That's another thing. You already have experienced my use of L and J and maybe some other things. They're all angular momentum. They're all the same sort of thing, although L is usually referring to electronic coordinates, and J is usually referring to nuclear coordinates. Big deal. But you get a sense that we're talking about a very rich idea where it doesn't matter what you name the things. They follow the same rules.

So we have a single term in the Hamiltonian, mu r0 squared, or this might be the equilibrium instead of just the fixed internuclear distance. But we're talking about a rigid rotor, so r0 is the internuclear distance.

And now I want to be able to write-- OK, so I want to have this quantity. I want to have this quantity in reciprocal centimeter units because that's what all spectroscopists do, or sometimes they use megahertz. In that case, the speed of light is gone.

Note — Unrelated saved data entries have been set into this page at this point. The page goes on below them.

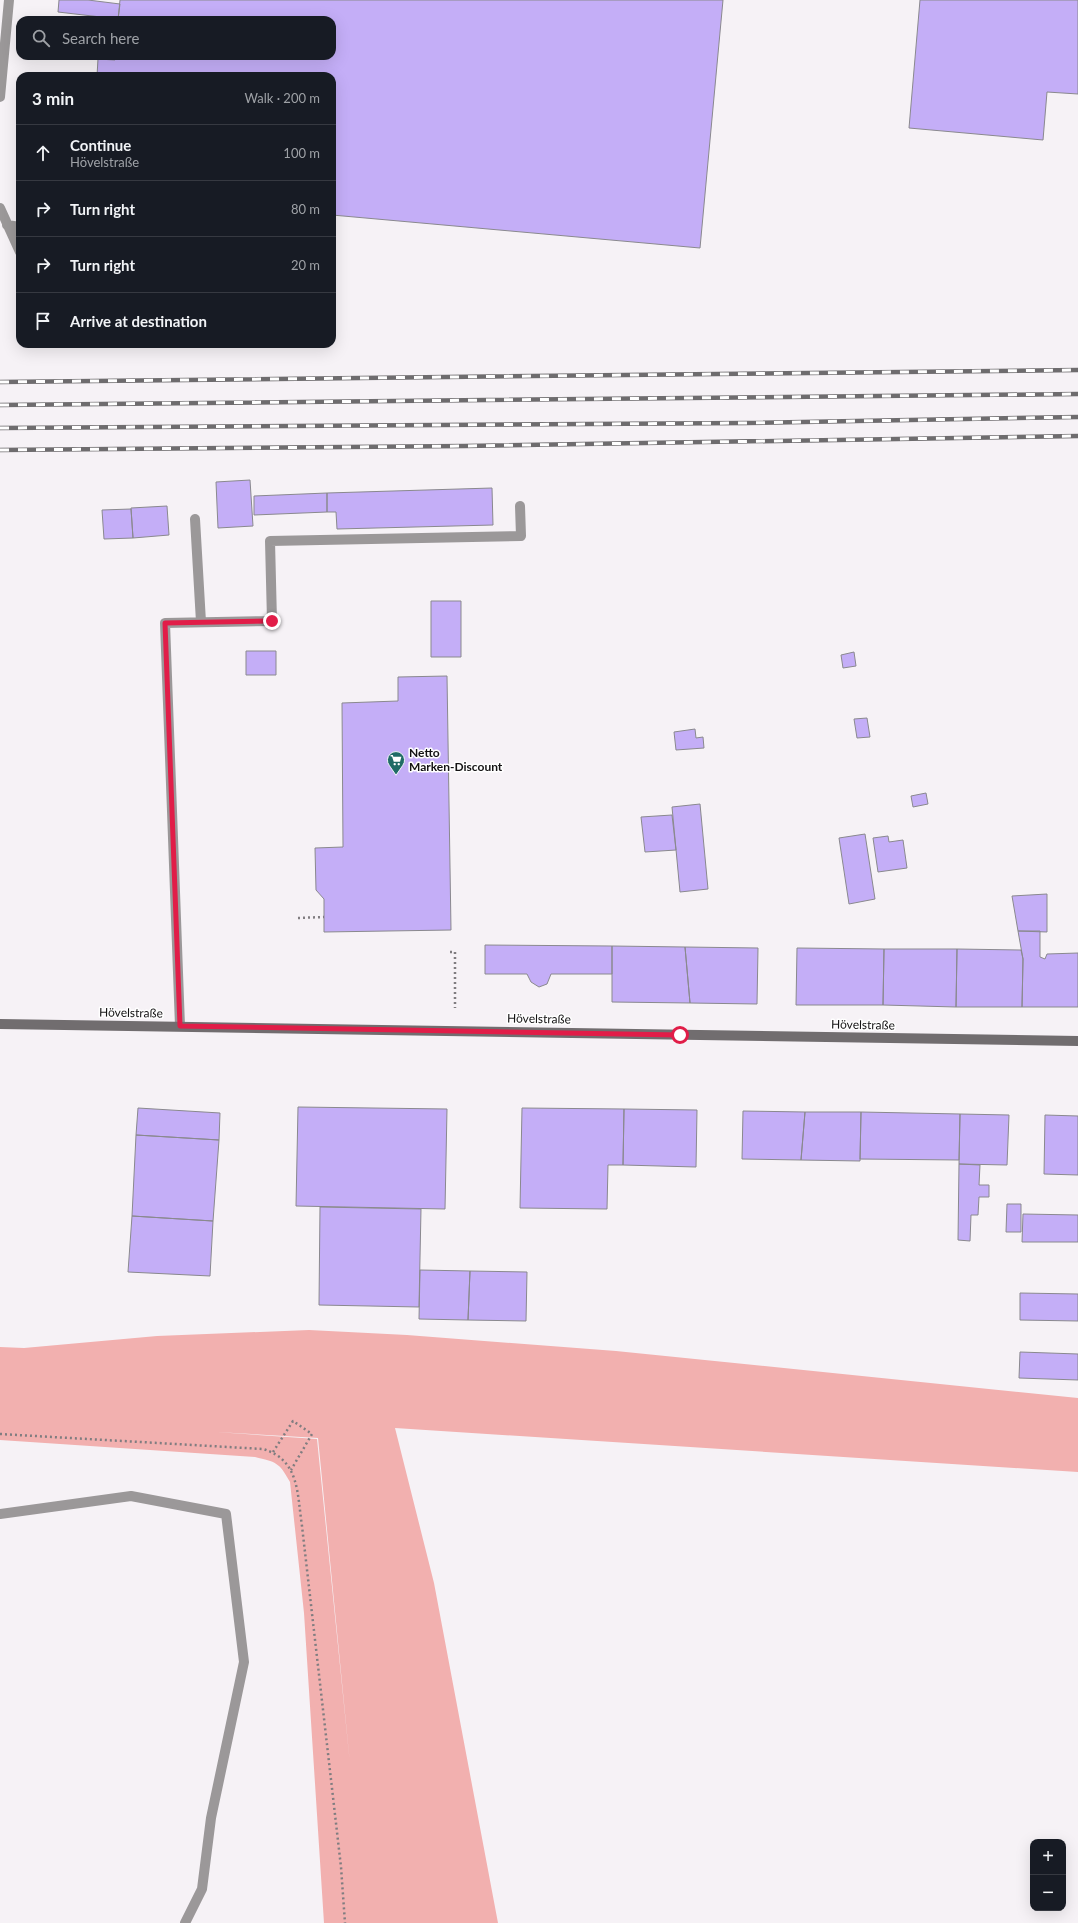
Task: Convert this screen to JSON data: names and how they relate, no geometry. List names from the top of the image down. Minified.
{"streets":{"main road":["Hövelstraße"]},"places":{"supermarket":["Netto Marken-Discount"]},"page":{"search":"Search here","heading":["3 min","Walk · 200 m"],"list":[["Continue","Hövelstraße","100 m"],["Turn right","80 m"],["Turn right","20 m"],"Arrive at destination"],"map_buttons":["+","−"]}}
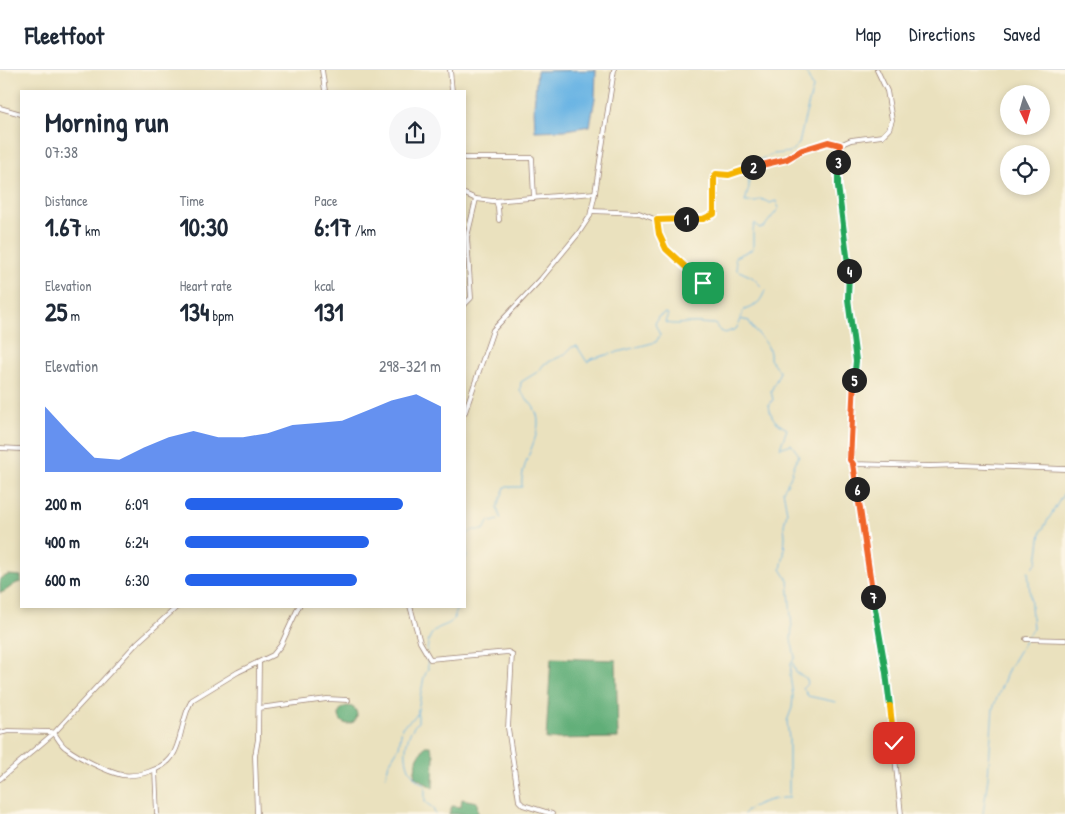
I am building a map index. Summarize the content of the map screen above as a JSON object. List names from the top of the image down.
{
  "north": "bottom",
  "page": {
    "header": "Fleetfoot",
    "nav": ["Map", "Directions", "Saved"],
    "heading": ["Morning run", "07:38"],
    "pins": [
      "3",
      "2",
      "1",
      "4",
      "5",
      "6",
      "7"
    ],
    "stats": [
      ["Distance", "1.67 km"],
      ["Time", "10:30"],
      ["Pace", "6:17 /km"],
      ["Elevation", "25 m"],
      ["Heart rate", "134 bpm"],
      ["kcal", "131"]
    ],
    "chart": ["Elevation", "298–321 m"],
    "list": [
      {
        "name": "200 m",
        "note": "6:09"
      },
      {
        "name": "400 m",
        "note": "6:24"
      },
      {
        "name": "600 m",
        "note": "6:30"
      }
    ]
  }
}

And when I evaluate the effect of this operator on a wave function, we get an h bar squared, which cancels that. We would like to have an energy level expression EJM is equal to hcBL L plus 1.

So the units of B just accommodate the fact that we want it in wave numbers. But this is energy, So we need the hc. And when the operator operates, we get an h bar squared, and that's canceled by this factor here.

And so the handy dandy expression for the rotational constant is 16.85673 times the reduced mass in AMU units times the internuclear distance in angstrom units squared reciprocal. So if you want to know the energy-- if you want to know the rotational constant in wave number units, this is the conversion. Big deal. So the energy levels are simply-- I'm going to stick with LM even though I'm hardwired to call it J. Now if I go back and forth between J and L, you'll have to forgive me because I just can't-- yes.

All right, so we have the energy levels, hcB times L L plus 1. Now L is an integer, and for the simple diatomics that you're going to deal with, it's an integer. You can start at zero.

And so the energy levels, the L L plus 1, the L L plus 1 is 2. I want to make this look right. B-- this is 1 times 2. This is 2 times 3. And the 3 times 4 is 12. And the important thing is that this energy differences is 2B. This energy difference is 4B. This energy difference is 6B. And so what happens in the spectrum-- here's energy. Here's zero. We have a line here at 2B, a line here at 4B, 6B, 8B.

So if you were able to look at the rotational spectrum, the lines in the spectrum would be evenly spaced. The levels are not. That's very important, especially when you start doing perturbation theory because you're going to have energy denominators which are multiples of a common factor, but they're not equal to each other.

But we have a spectrum, and it looks really, really trivial. And textbooks don't talk about this, but if you have a relatively light diatomic molecule and you have a laboratory which is equipped with a microwave spectrometer which is able to generate data that got you tenure and whatever, it's probably a spectrometer where the tuning range of the microwave oscillator is about 30%. That's a lot. If you think about NMR, the tuning range is-- 30% is huge.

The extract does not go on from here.